_RECORDS SHOWN_
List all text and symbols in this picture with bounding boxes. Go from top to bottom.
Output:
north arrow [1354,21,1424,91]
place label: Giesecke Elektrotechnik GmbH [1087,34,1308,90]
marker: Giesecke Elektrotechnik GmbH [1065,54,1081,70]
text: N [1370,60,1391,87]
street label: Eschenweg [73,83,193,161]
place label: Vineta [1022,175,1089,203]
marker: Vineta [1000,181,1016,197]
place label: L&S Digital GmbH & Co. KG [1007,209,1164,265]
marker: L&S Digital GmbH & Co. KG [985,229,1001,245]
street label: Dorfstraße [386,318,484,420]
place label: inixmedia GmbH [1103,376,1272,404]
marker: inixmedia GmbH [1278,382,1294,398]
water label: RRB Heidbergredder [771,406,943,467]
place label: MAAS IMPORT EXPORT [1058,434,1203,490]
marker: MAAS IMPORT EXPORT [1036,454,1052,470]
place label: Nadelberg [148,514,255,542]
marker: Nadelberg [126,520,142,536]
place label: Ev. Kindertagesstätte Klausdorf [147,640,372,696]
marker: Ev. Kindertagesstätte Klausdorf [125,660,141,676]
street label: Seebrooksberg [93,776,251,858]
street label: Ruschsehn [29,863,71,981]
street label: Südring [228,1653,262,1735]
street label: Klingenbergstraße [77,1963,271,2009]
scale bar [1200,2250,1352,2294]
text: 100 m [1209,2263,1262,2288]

* * *

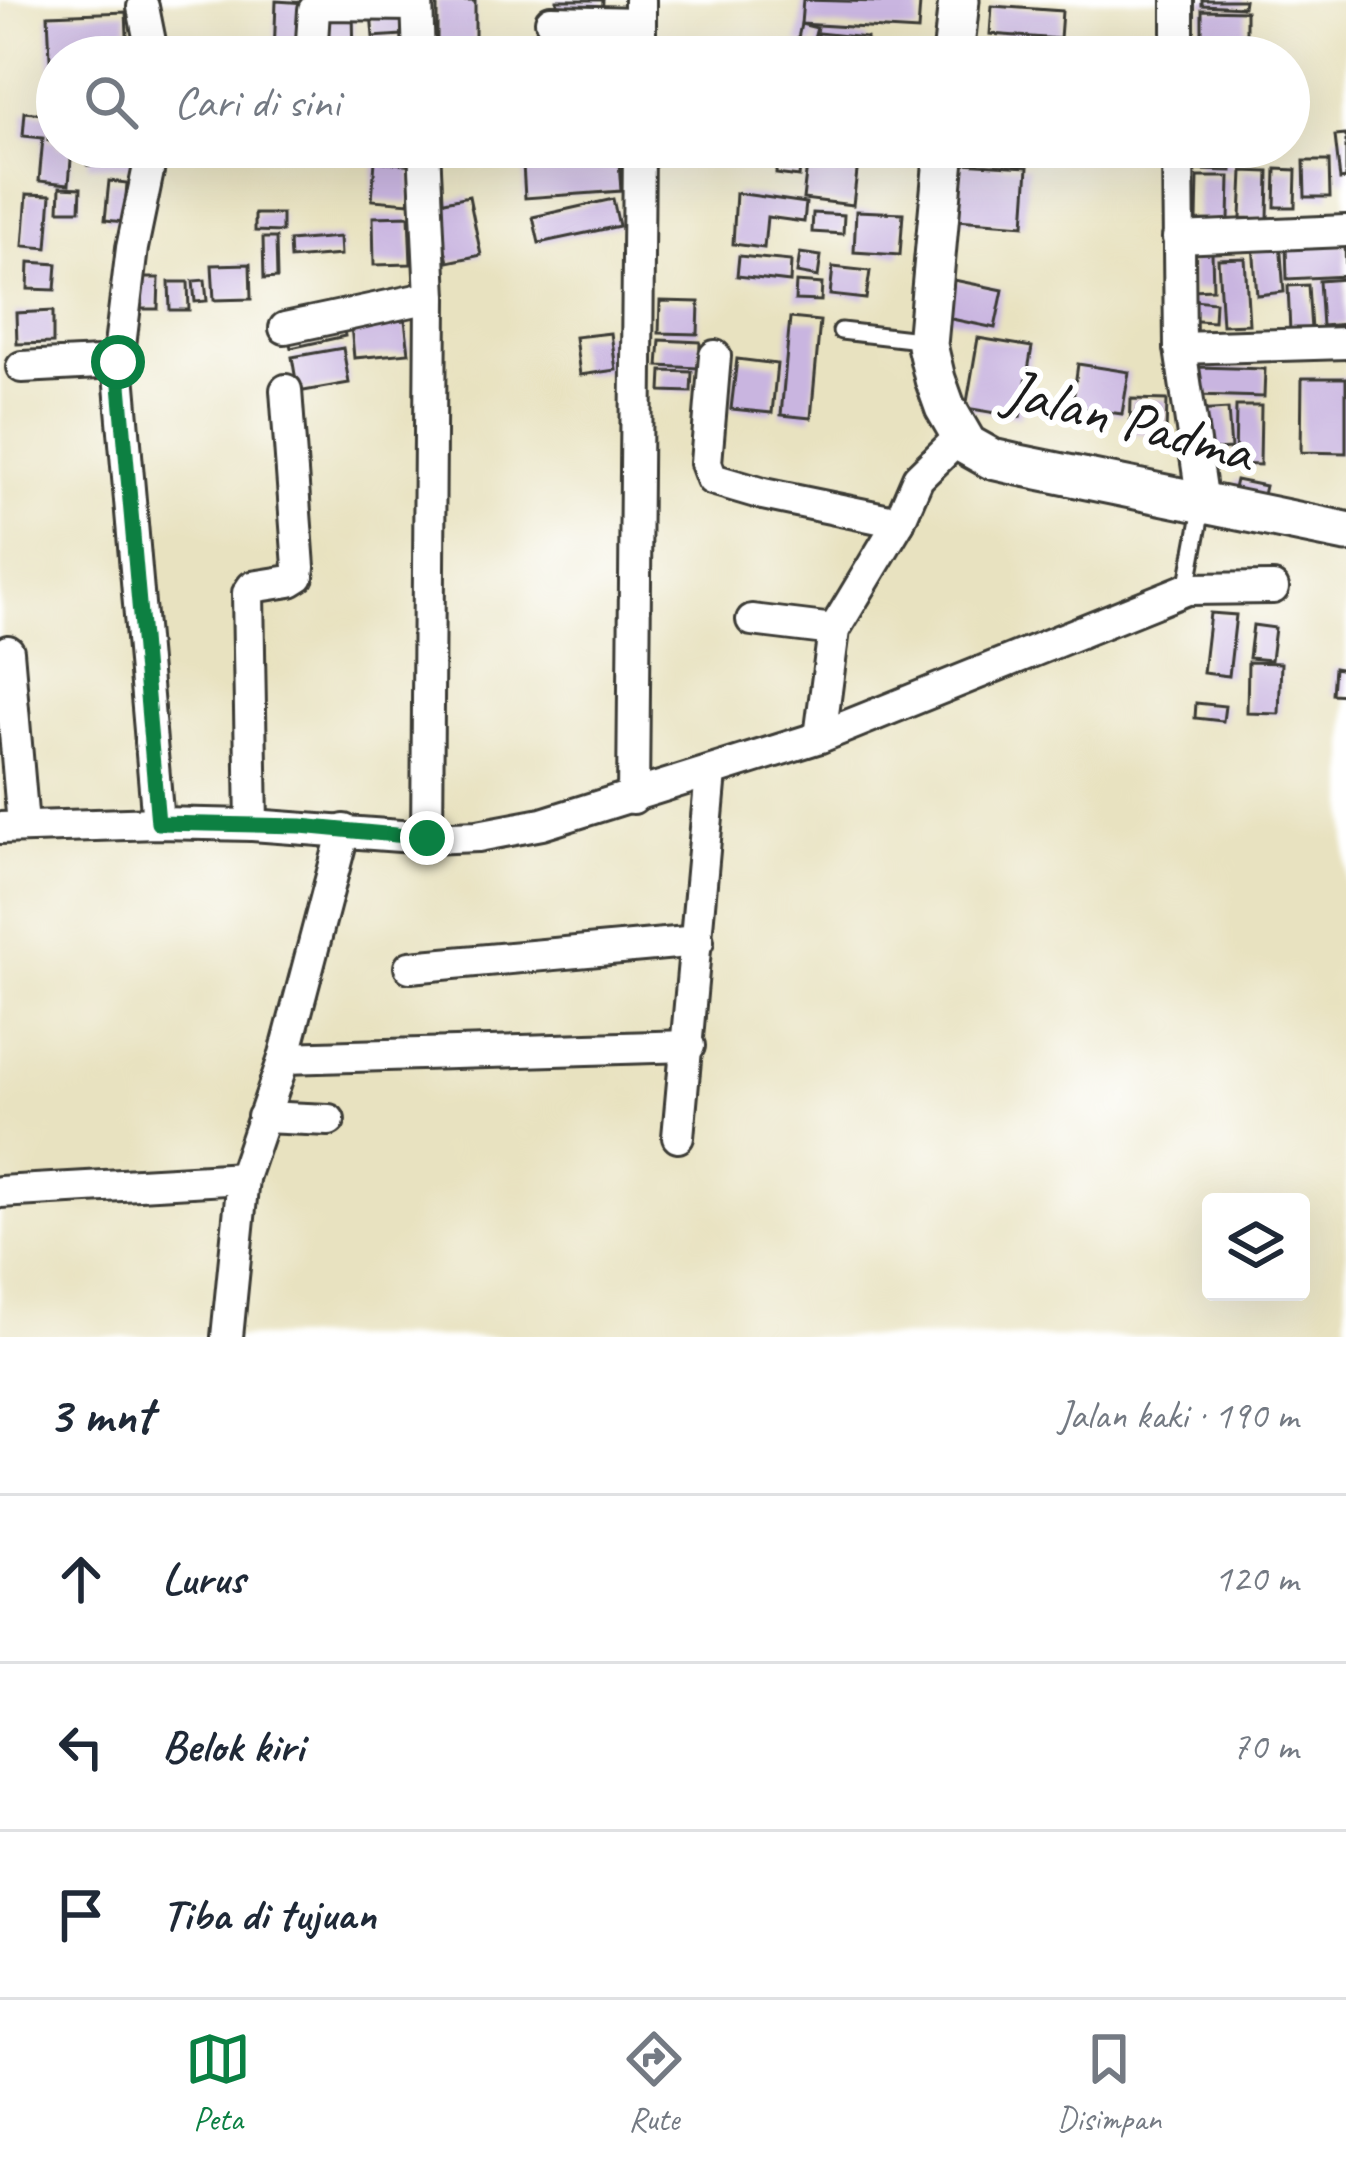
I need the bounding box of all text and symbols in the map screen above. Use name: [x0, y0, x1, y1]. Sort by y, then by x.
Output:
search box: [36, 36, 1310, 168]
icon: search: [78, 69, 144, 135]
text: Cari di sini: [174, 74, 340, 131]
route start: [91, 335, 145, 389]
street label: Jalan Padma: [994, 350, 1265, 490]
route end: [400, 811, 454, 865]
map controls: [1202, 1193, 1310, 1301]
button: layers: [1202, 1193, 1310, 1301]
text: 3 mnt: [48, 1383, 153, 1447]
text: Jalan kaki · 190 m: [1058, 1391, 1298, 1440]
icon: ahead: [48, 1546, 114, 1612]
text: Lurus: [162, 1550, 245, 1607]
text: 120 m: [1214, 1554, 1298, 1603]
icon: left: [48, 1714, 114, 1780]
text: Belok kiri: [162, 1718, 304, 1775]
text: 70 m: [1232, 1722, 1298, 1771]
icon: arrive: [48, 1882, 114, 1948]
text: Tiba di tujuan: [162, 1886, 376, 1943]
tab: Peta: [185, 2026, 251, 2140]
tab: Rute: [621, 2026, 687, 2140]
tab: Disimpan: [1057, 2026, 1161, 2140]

--

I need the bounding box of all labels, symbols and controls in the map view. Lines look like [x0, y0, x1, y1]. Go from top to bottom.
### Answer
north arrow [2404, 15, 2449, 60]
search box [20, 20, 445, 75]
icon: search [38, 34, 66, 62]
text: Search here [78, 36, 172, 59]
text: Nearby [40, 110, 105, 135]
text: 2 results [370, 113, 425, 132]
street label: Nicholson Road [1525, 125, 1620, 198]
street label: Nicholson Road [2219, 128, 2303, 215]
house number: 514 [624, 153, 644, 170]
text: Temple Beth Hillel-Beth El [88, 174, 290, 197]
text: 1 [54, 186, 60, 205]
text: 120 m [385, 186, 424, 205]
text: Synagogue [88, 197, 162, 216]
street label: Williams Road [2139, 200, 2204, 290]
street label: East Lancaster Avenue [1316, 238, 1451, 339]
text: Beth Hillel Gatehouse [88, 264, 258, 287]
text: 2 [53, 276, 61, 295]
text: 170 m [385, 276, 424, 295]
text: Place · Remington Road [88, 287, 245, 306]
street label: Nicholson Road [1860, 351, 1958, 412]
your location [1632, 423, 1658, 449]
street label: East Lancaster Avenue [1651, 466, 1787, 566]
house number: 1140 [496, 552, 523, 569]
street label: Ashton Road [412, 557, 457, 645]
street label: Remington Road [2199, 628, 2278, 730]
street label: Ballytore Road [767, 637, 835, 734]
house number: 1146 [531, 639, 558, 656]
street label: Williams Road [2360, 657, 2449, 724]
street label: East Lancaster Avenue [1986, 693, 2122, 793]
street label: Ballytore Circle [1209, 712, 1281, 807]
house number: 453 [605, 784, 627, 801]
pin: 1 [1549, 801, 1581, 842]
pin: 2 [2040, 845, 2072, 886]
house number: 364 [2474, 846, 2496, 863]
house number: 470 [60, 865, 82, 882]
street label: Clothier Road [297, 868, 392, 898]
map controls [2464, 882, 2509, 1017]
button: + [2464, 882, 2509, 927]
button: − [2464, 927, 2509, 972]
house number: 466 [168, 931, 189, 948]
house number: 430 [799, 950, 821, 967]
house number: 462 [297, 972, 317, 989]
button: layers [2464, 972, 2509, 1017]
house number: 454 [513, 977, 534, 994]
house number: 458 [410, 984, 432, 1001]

_WORK TO COMPLETE_
Return every line above in which the string "symbols" occurs.

_FINISHED EXERCISE_
List all text and symbols in this picture with bounding boxes. Go from top to bottom.
I need the bounding box of all text and symbols in the map screen above. Use name: [x0, y0, x1, y1]. Sort by y, then by x.
I need the bounding box of all labels, symbols and controls in the map view. Lines look like [x0, y0, x1, y1]. Go from top to bottom.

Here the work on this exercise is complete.